Franck allait penser que j'avais cédé à un caprice, que je n'en faisais qu'à ma tête. Si Rex ne revenait pas, il allait m'en vouloir à mort. Il allait croire que j'étais devenue une débile mentale. Que mon seul plaisir était d'emmerder le monde. Comme tous ceux qui sont dans ma situation. Et je n'avais pas envie de ça.

Pendant que Paula vidait son sac sur la table, je me suis penchée sur mon armoire à phamarcie. Dans un flot de lumière dorée. Antidépresseurs, antidouleurs, somnifères, amphétamines, quelques ampoules de morphine et toute la panoplie du genre, soigneusement rangée. Paula me surveillait du coin de l'œil. Hein, des fois que je ne sois pas assez généreuse, peut-être? Comme si elle avait à s'en plaindre, de notre combine. Parfois, je la faisais pisser dans sa culotte, folle d'inquiétude. Quand je considérais mes ampoules de morphine et que j'avais l'air de me tâter. Je l'entendais gémir de l'intérieur. Je feignais de ne pas me décider à les lui donner. Ça la tétanisait. J'étais vache avec elle, de temps en temps.

Mais on s'entendait bien. Quand je ne m'endormais pas au soleil, je la guettais avec impatience. Et pas seulement pour ça mais parce que ça me changeait tellement de la voir, de voir une tête qui me changeait de celle de Rose et consorts, des têtes qui finissaient par m'effrayer et me visiter dans mes cauchemars. C'était pas Sex and the City, l'ambiance.

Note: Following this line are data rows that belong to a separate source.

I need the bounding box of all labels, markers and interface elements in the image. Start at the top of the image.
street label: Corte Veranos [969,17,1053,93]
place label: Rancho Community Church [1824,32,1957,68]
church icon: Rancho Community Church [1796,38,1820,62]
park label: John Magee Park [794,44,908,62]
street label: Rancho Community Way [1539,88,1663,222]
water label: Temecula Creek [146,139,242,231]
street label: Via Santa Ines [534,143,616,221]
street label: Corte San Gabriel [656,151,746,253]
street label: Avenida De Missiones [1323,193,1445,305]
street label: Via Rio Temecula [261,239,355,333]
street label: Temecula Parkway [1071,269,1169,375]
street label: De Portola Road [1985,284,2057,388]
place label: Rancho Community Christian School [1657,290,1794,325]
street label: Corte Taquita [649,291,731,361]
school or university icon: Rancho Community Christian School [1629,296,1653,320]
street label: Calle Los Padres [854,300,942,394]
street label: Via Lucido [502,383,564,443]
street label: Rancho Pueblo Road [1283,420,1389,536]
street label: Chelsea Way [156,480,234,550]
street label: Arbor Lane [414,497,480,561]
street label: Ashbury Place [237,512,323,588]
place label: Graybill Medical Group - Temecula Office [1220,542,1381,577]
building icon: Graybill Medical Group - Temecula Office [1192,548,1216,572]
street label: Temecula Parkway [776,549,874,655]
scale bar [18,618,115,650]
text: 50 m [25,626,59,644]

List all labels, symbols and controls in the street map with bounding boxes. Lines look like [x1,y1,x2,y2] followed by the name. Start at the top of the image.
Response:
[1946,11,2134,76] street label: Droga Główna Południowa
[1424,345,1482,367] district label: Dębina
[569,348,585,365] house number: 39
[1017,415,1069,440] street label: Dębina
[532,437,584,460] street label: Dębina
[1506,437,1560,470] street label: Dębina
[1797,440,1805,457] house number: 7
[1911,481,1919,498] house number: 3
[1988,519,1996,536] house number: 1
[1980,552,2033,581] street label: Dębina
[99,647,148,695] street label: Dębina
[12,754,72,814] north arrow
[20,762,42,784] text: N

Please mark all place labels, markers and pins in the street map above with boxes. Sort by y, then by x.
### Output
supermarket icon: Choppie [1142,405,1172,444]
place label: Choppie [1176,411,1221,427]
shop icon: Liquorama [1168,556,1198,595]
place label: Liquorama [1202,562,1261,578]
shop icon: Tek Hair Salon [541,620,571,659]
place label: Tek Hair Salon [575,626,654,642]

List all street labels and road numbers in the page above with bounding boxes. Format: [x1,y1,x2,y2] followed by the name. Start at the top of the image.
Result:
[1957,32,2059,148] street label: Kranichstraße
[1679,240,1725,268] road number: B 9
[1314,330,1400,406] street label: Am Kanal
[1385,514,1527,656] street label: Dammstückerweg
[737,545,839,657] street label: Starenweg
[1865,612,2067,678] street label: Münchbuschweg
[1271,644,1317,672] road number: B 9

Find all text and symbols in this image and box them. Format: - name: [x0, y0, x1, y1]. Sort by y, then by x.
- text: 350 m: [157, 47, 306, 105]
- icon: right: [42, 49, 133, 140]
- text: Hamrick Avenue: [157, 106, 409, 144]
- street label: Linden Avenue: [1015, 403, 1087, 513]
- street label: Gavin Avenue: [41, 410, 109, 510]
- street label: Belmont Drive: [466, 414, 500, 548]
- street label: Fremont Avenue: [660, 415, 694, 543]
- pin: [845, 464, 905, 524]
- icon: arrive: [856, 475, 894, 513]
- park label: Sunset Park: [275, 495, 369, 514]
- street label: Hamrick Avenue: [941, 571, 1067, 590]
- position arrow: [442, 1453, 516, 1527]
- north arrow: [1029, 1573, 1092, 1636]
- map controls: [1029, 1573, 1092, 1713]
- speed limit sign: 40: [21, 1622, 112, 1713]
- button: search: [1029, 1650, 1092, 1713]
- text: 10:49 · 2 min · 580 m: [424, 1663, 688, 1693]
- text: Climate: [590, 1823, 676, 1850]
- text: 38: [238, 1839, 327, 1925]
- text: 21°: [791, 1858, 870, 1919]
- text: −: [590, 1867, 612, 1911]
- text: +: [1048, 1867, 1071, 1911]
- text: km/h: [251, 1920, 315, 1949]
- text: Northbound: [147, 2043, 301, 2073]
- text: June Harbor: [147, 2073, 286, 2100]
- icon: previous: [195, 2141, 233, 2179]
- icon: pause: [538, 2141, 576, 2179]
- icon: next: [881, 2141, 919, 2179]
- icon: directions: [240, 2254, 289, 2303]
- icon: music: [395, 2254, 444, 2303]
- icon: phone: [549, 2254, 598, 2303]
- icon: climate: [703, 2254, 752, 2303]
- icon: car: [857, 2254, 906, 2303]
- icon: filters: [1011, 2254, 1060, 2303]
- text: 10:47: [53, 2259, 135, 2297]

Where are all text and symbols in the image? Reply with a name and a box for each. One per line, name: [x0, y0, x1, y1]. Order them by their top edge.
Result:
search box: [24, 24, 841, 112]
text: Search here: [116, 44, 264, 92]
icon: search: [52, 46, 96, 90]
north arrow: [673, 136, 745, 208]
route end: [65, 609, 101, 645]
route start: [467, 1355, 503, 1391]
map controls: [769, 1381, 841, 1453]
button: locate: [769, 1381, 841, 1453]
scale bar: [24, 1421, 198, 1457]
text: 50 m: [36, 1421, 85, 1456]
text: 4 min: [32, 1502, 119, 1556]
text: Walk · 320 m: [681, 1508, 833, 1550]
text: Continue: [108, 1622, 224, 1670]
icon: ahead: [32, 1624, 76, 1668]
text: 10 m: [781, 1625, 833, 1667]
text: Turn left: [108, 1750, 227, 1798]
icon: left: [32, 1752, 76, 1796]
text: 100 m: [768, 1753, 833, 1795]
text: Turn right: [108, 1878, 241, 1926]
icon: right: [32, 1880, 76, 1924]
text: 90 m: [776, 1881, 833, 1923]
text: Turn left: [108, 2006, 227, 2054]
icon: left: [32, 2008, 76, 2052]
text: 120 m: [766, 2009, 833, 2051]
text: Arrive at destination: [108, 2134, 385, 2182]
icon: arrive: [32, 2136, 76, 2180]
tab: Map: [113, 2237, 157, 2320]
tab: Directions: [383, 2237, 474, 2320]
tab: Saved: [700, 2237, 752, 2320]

«Merde, j'ai déclaré. Et comment je vais faire d'après toi?

– C'est vraiment chiant, cette histoire. C'est flippant, non?

– Faut qu'il soit là quand Franck va revenir. Y a vraiment intérêt. Sinon, il va me casser les couilles. Je vais me sentir humiliée. Tu sais ce que ça veut dire, toi, être humiliée? Non, ça m'éton-nerait fort, avec ton petit cul.»

Je suis tellement grosse, en ce moment. Si ça continue, mon cœur va finir par me lâcher. Normalement, je devrais suivre un régime. Rita me sert de kiné. Elle me masse. En fin de séance, elle peut mettre son tee-shirt à essorer. C'est elle qui perd des kilos. Pas moi. Mais je suis devenue philosophe. À mi-temps. Quand j'ai pas mon walkman sur la tête.

On est dans un remake de Laurel et Hardy quand je me tiens à côté de Paula. Ou encore de la Belle et la Bête, version cradingue. Mais malgré tout, elle est d'une habileté étonnante, elle est adroite et précise quand il le faut. Et je suis tellement grasse que je dois pas lui faciliter les choses.

«Et maintenant, t'attends quoi?» je lui ai demandé.

Elle était encore en train de réfléchir à savoir si elle connaissait l'humiliation ou pas. Elle essayait de se mettre dans la peau d'une grosse, j'imagine. Elle avait laissé tout son bazar en plan alors que j'avais déjà relevé ma manche. Mais pas dans la peau d'une grosse junkie privée de ses jambes et emmerdée par son cinglé de clébard, dites-moi. Enfin, je l'espérais pour elle.

Plus tard, quand je me suis sentie mieux, je lui ai fait la conversation.

«J'appelle pas ça être humiliée, Paula. Il ne t'a pas humiliée. Il t'a plaquée, mais il ne t'a pas humiliée.» C'était ça ou parler des histoires de cul qu'on trouve dans la presse people – qui sont parfois éloquentes. Même si on rabâchait. Ainsi, d'ailleurs, que dans les journaux branchés. De quoi parler d'autre?

La blessure était encore fraîche, côté Paula. Elle n'avait pas l'air d'une femme abandonnée mais un sombre éclat brillait encore sur son visage quand on évoquait le problème. Ça lui avait fait mal, on est d'accord. Elle ne l'avait pas bien pris. Elle avait gardé l'appartement Mais Paula, ses tentatives de suicide, on ne les comptait même plus. Elle ne tes comptait même plus. Le suicide était dans sa nature. Déjà qu'elle était pâle.